Fog had set in, and the air became heavy and moist. It lay like a thick, wet blanket on the side of the hill, getting denser the farther down we ran. On top of the naturally composted ground were patches of crusted-over snow, making footing unsure. Nevertheless, even on the steep descent, it did little to slow us down.
After nearly a half mile of dodging pine trees and stumbling down the slope in the dark, I finally panted out, “Where?” as I grabbed her hand.
She squeezed mine back, still running all out with the little Beretta in her other hand. “My car,” she said, breathing heavy. “About two more miles.”
It wasn’t a good time to ask more questions, but why would she park her car two and a half miles of rugged terrain from her motel — as if it really was her legally acquired motel room? I was sure to find out soon.
Seconds later, lights shot through the white mist from above us. The roar of helicopters drew nearer. Brilliantly glowing shafts of white descended the hill from behind us, giving life to the trees’ shadows that capered in a surreal and dizzying waltz of light and dark.
“Shit,” I said, losing hope we’d gotten away.
Sunny looked over her shoulder
toward the lights. “No time for that now. They’re not our choppers.”
“We have choppers?” I said more to myself than to Sunny, then slid on the slick forest floor.

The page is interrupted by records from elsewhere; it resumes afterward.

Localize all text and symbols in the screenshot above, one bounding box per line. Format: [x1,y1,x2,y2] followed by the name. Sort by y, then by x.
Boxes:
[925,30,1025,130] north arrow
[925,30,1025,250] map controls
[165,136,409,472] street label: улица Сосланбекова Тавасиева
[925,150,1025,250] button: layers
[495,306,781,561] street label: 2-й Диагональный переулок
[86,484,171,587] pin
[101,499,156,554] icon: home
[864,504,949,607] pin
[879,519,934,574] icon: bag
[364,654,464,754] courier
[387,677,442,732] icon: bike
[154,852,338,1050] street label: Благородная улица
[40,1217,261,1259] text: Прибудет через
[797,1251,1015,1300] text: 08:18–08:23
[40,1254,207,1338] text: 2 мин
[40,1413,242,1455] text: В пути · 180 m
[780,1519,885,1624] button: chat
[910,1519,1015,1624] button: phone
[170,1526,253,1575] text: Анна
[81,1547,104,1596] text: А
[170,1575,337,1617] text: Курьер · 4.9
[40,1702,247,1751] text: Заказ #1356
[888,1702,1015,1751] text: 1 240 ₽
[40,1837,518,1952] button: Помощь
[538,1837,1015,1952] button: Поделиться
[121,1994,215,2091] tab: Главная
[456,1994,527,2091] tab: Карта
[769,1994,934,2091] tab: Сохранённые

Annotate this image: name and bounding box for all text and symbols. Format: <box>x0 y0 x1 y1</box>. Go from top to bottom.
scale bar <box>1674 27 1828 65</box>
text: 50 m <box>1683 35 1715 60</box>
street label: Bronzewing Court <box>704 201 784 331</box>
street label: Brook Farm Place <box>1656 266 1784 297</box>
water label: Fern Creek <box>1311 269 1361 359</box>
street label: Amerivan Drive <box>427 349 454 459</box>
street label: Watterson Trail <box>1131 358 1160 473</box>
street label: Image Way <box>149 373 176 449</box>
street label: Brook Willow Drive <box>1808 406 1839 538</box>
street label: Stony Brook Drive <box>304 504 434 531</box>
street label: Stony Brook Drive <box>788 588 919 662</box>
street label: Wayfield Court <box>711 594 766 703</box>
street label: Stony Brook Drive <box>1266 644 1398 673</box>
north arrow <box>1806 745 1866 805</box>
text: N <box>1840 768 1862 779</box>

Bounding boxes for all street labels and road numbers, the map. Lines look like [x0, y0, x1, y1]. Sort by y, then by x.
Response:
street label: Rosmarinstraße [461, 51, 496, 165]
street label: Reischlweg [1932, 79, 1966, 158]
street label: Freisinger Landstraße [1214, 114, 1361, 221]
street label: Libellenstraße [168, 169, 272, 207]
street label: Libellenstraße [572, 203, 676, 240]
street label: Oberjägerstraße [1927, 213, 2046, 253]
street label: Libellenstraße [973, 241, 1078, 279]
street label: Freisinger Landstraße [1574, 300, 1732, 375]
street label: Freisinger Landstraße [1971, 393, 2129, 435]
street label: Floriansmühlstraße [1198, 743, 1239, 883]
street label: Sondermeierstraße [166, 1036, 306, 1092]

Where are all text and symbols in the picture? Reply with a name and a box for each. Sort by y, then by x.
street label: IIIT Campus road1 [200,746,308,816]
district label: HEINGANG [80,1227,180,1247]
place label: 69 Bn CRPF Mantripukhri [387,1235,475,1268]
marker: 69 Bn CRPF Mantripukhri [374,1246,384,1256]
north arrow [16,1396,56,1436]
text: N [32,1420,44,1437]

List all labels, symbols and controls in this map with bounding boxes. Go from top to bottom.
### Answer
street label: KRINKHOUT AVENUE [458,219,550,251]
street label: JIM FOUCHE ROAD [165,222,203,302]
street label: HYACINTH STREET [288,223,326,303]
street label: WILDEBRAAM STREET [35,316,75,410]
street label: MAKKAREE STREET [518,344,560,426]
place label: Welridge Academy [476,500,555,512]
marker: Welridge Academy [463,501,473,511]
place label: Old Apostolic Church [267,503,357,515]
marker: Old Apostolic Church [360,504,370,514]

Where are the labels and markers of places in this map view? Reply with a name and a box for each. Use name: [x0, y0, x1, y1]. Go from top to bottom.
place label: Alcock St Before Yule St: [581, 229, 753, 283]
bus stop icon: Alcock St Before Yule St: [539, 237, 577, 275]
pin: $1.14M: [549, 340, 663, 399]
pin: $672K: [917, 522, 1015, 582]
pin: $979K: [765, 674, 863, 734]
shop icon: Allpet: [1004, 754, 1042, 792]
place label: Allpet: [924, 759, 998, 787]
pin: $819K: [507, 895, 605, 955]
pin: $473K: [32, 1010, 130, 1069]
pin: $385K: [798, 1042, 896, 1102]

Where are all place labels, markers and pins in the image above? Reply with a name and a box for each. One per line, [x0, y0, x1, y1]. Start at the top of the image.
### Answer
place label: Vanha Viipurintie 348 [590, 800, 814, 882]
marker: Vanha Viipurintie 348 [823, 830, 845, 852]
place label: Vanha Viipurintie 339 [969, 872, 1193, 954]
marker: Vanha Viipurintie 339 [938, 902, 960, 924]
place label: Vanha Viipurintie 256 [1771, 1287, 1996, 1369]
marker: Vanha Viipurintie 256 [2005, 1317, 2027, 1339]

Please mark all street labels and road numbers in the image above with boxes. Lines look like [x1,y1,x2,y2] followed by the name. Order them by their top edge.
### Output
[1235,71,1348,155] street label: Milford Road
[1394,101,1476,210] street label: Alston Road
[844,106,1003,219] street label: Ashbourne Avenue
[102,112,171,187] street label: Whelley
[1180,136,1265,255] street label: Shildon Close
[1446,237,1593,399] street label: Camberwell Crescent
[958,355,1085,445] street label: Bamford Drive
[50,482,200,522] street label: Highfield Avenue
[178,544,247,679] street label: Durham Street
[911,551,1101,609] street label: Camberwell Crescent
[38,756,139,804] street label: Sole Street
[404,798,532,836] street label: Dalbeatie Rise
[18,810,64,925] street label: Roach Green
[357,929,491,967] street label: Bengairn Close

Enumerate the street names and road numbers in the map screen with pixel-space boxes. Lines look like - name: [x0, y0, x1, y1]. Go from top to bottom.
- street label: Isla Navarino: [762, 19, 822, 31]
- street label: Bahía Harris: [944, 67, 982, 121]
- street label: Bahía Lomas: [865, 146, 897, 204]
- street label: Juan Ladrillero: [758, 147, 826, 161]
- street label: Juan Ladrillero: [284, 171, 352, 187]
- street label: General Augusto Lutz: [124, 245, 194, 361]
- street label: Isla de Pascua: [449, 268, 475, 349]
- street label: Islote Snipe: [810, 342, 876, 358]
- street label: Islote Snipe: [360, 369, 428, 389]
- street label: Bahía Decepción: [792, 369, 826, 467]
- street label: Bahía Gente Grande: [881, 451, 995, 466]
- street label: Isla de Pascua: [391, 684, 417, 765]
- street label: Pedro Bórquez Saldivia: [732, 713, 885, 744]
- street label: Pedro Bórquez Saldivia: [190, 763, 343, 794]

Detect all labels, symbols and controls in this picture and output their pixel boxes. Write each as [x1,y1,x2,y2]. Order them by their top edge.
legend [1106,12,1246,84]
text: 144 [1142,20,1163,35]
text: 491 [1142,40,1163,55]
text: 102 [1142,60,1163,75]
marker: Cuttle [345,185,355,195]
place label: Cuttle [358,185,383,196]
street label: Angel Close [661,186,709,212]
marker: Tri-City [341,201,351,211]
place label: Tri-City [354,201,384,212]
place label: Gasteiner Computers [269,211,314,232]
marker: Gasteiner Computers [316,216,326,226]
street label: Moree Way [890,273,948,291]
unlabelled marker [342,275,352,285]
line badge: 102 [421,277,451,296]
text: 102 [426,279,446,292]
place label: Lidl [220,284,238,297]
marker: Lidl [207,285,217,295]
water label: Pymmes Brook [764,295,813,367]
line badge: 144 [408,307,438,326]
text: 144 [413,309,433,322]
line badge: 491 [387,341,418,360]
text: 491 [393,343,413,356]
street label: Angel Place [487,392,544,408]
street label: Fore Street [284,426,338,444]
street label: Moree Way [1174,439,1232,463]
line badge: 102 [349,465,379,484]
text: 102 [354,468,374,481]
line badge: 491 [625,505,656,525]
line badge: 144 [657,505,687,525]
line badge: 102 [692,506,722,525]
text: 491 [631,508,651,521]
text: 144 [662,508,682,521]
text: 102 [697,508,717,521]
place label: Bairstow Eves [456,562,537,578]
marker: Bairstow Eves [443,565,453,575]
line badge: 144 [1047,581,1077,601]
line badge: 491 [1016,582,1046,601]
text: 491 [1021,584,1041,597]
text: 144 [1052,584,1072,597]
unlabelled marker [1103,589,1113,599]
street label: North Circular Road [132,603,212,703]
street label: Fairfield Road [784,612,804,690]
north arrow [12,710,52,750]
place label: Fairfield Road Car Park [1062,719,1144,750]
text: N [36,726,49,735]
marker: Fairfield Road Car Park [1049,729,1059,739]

As I regained my balance on the run, I asked, “How can you see where you’re going?”
“Pure instinct,” she said, and in the next second she also slipped on the loose ground cover.
I was able to catch her and quickly pull her back on her feet. We raced on, this time with me leading, and something like a flashback shot through my mind. I didn’t know when or where, but I remembered running through the darkness, a helmet on my head and something heavy like a rifle in my hands. On my back, I’d had something much heavier, something like a large pack — no, a body.
The beating helicopter’s rotor wash pounded down on us from the treetops, and a searchlight blazed through, snatching me away from my reminiscence. Seconds later, a second and then a third chopper joined in, but still none of the intrusive beams caught us for more than an instant as we ducked limbs and dodged the small trees.
When we came to a dried up ravine our antagonists seemed to have lost us temporarily, their searchlights wagging through the woods to our left. I hesitated. Sunny let go of my hand and started into the ditch, going farther down hill.
“This way,” she said. “Only a little ways more.”